Guido Stein, Profesor del IESE y presidente de EUNSA, Universidad de Navarra
Saber irse
Los montañeros experiementados no dudan de que, cuando arriesgan, lo que en verdad se traen entre manos es su propia vida; de ahí que antes de empezar una nueva ascensión conviene que consideren también cómo van a descender, una vez coronada la cima.
Saben que los accidentes se multiplican al bajar. Las razones son variadas: El cansancio acumulado, el exceso de confianza que se traduce en creer que las fuerzas de uno son superiores a los retos que encara, o la prisa por volver recurriendo a atajos puede jugar malas pasadas.
No deja de sorprenderme que en el mundo de la empresa o de la política se olvide tan fácilmente esta ley social: todo el que sube acaba bajando, y, además, cuando menos se lo espera.
He llevado a cabo una encuesta anecdótica –real, pero sin validez estadística– entre los participantes en mis Programas de Desarrollo Directivo, que son los que están a punto de ascender a la cima. A la pregunta de por qué no sabemos irnos de los altos puestos, me han contestado: "porque muchas veces nos comprometemos más con el sillón que con la empresa (repare el lector lo que esto significaría en el caso de líderes políticos, sindicales y empresariales en el momento más rabiosamente actual)"; "porque no tenemos mejores alternativas"; "por miedo a nuevos riesgos"; "por comodidad"; "porque no nos damos cuenta de que ya es el momento del relevo"; o "porque pensamos que somos inmortales"...
Uno de mis alumnos piensa que los que saben estar saben irse. "Saber estar" es la distancia que media entre servir en una responsabilidad o servirse de ella.

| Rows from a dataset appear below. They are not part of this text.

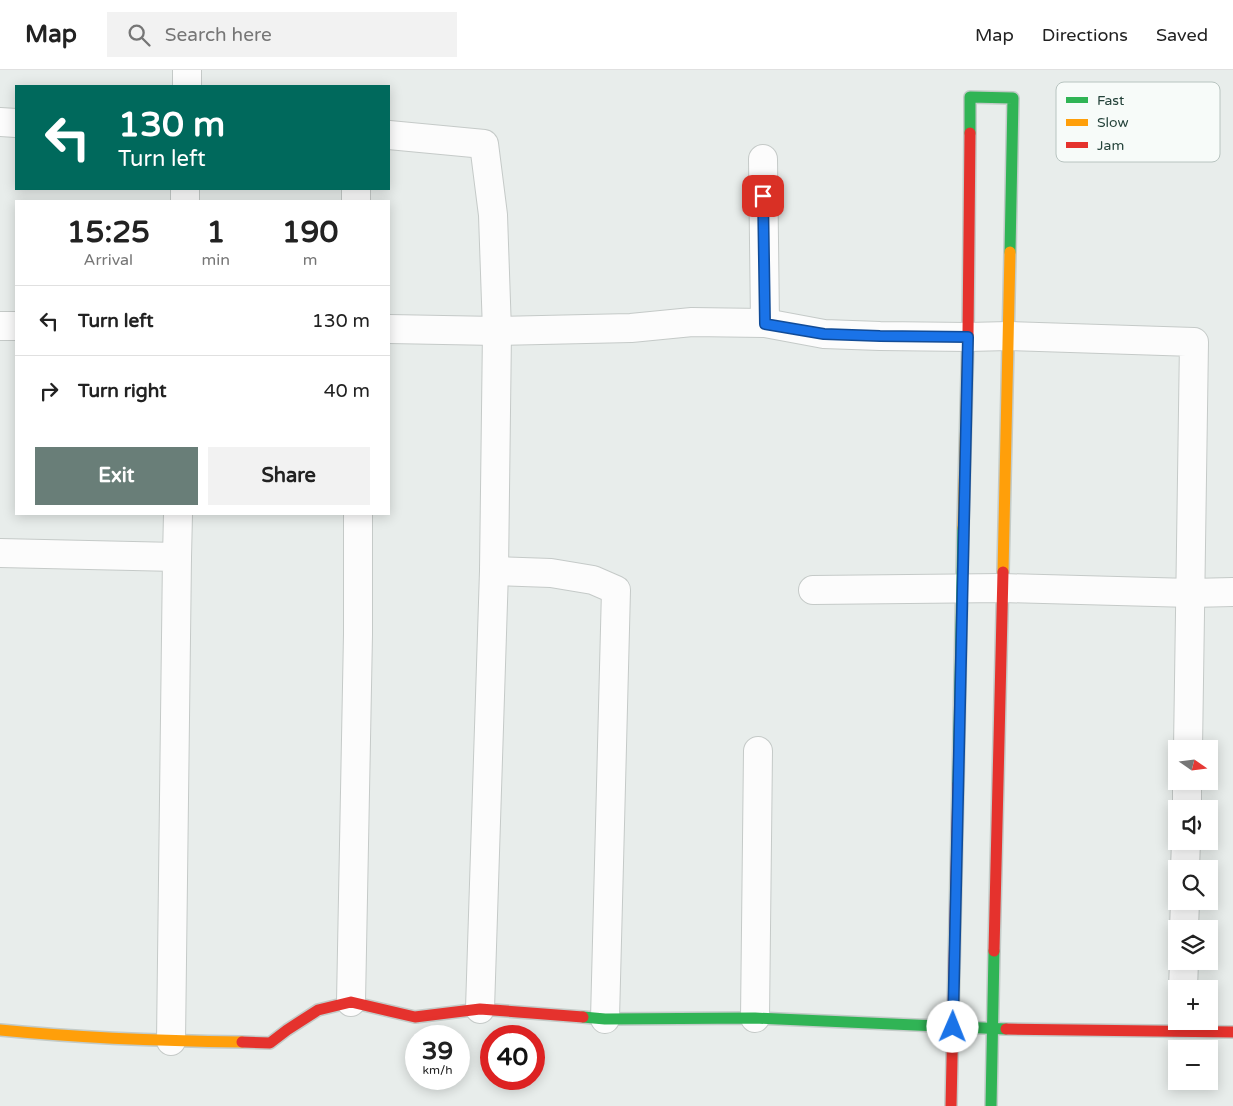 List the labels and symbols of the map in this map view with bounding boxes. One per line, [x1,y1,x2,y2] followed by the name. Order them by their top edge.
[1056,82,1220,162] legend
[1097,92,1125,109] text: Fast
[1097,114,1129,131] text: Slow
[1097,137,1124,154] text: Jam
[742,175,784,217] pin
[1168,740,1218,790] north arrow
[926,1000,978,1052] position arrow
[480,1025,545,1090] speed limit sign: 40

Cada uno somos nuestros peores enemigos, y eso acontece en parte porque nos aferramos a una imagen de nosotros mismos positiva, a una elevada autoestima que hace que neguemos nuestros errores o les restemos importancia. Como los fracasos no desaparecen hay que buscar chivos expiatorios y sacrificarlos. Ahora bien, el número de víctimas propiciatorias no es ilimitado.
Se cuenta que en la crisis bancaria que sufrió España hace treinta años el presidente de uno de los bancos más afectados fue a despachar con el gobernador del Banco de España llevándole un plan de reflotación para su entidad en problemas. Cuando estaba en trance de explicarle el contenido, el gobernador le pidió que lo dejase en una mesa auxiliar y le despidió con un "muchas gracias, ya lo discutiremos con su sucesor".

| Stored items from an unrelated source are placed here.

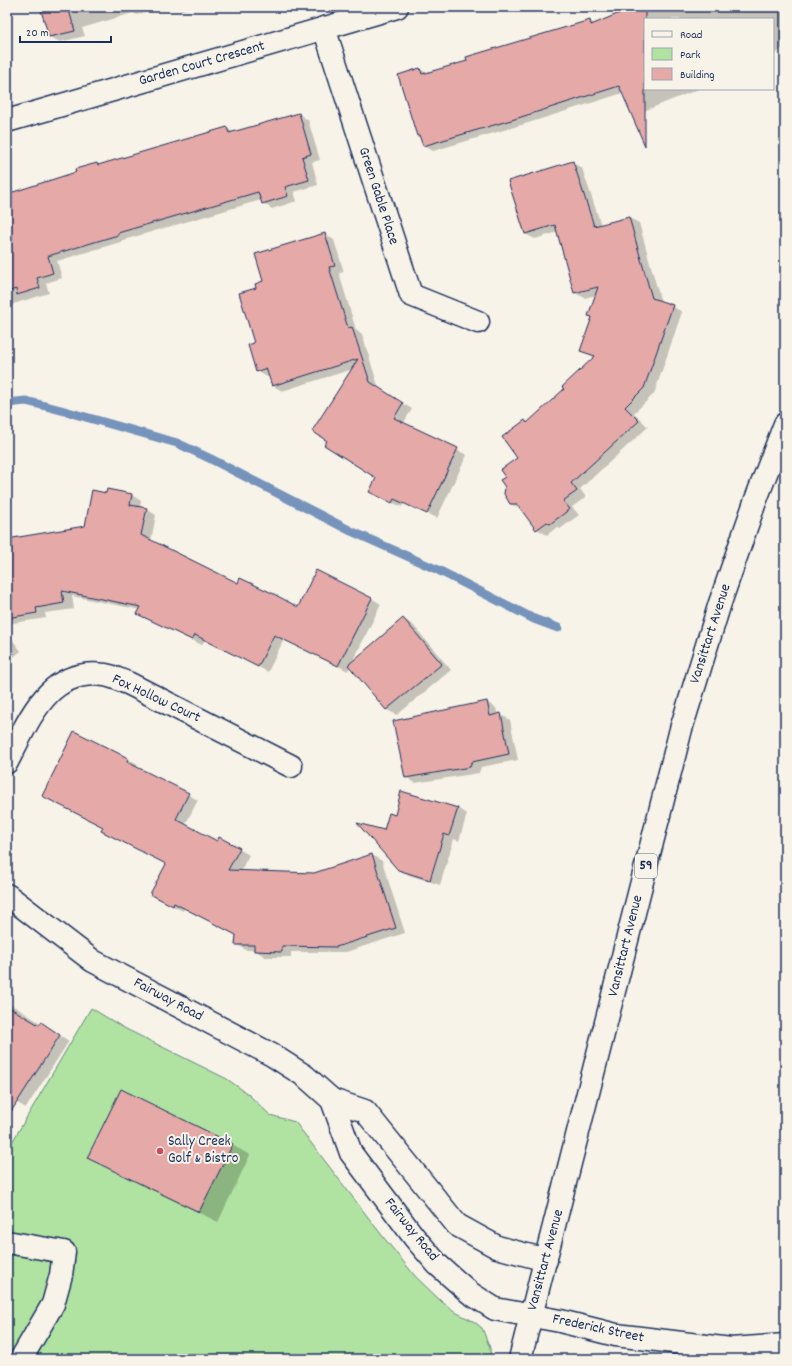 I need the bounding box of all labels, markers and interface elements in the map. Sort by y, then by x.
scale bar [20,18,111,44]
legend [644,18,774,90]
text: 20 m [26,25,49,42]
text: Road [680,27,702,44]
street label: Garden Court Crescent [136,35,268,93]
text: Park [680,47,701,64]
text: Building [680,67,715,84]
street label: Green Gable Place [352,144,404,248]
street label: Vansittart Avenue [684,581,738,687]
street label: Fox Hollow Court [108,669,204,729]
road number: 59 [635,854,657,878]
street label: Vansittart Avenue [603,893,649,999]
street label: Fairway Road [129,972,207,1028]
place label: Sally Creek Golf & Bistro [168,1131,239,1170]
marker: Sally Creek Golf & Bistro [155,1146,165,1156]
street label: Fairway Road [378,1193,444,1267]
street label: Vansittart Avenue [522,1207,570,1313]
street label: Frederick Street [550,1309,646,1350]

Es obvio que el que la hace, la paga, pues sería injusto que sólo la pagase otro (por ejemplo, los accionistas, los empleados o los contribuyentes). Sin embargo, a lo obvio le acontece algo singular, que no siempre es fácil de advertir, de ahí la perseverancia miope del causante del destrozo. Hay personas que incluso hasta cuando se estrellan pretenden negar la realidad palmaria. El gobernador tenía que ser contundente.
En ese mismo momento histórico, el presidente de uno de los bancos españoles entonces más rentable del mundo decía que ya que los bancos que iban bien habrían de salvar a los que iban mal a través de instrumentos como el Fondo de Garantía de Depósitos o la uvi bancaria, habrían de ser ellos los que eligieran a los sucesores de los presidentes de los bancos quebrados, y no sus accionistas. Se imagina el lector que Angela Merkel, o en su defecto, la Comisión Europea elevase una pretensión de esa cariz: "Como nosotros ponemos el dinero, diremos quien gobierna en Irlanda". Por cierto, el presidente de Irlanda parace que no quiere irse, según él, por responsabilidad (sic). Parece responsable, pero de la irresponsabilidad de cómo ha gobernado hasta la fecha.
Uno de mis alumnos piensa que los que saben estar saben irse. "Saber estar" es la distancia que media entre servir en una responsabilidad o servirse de ella.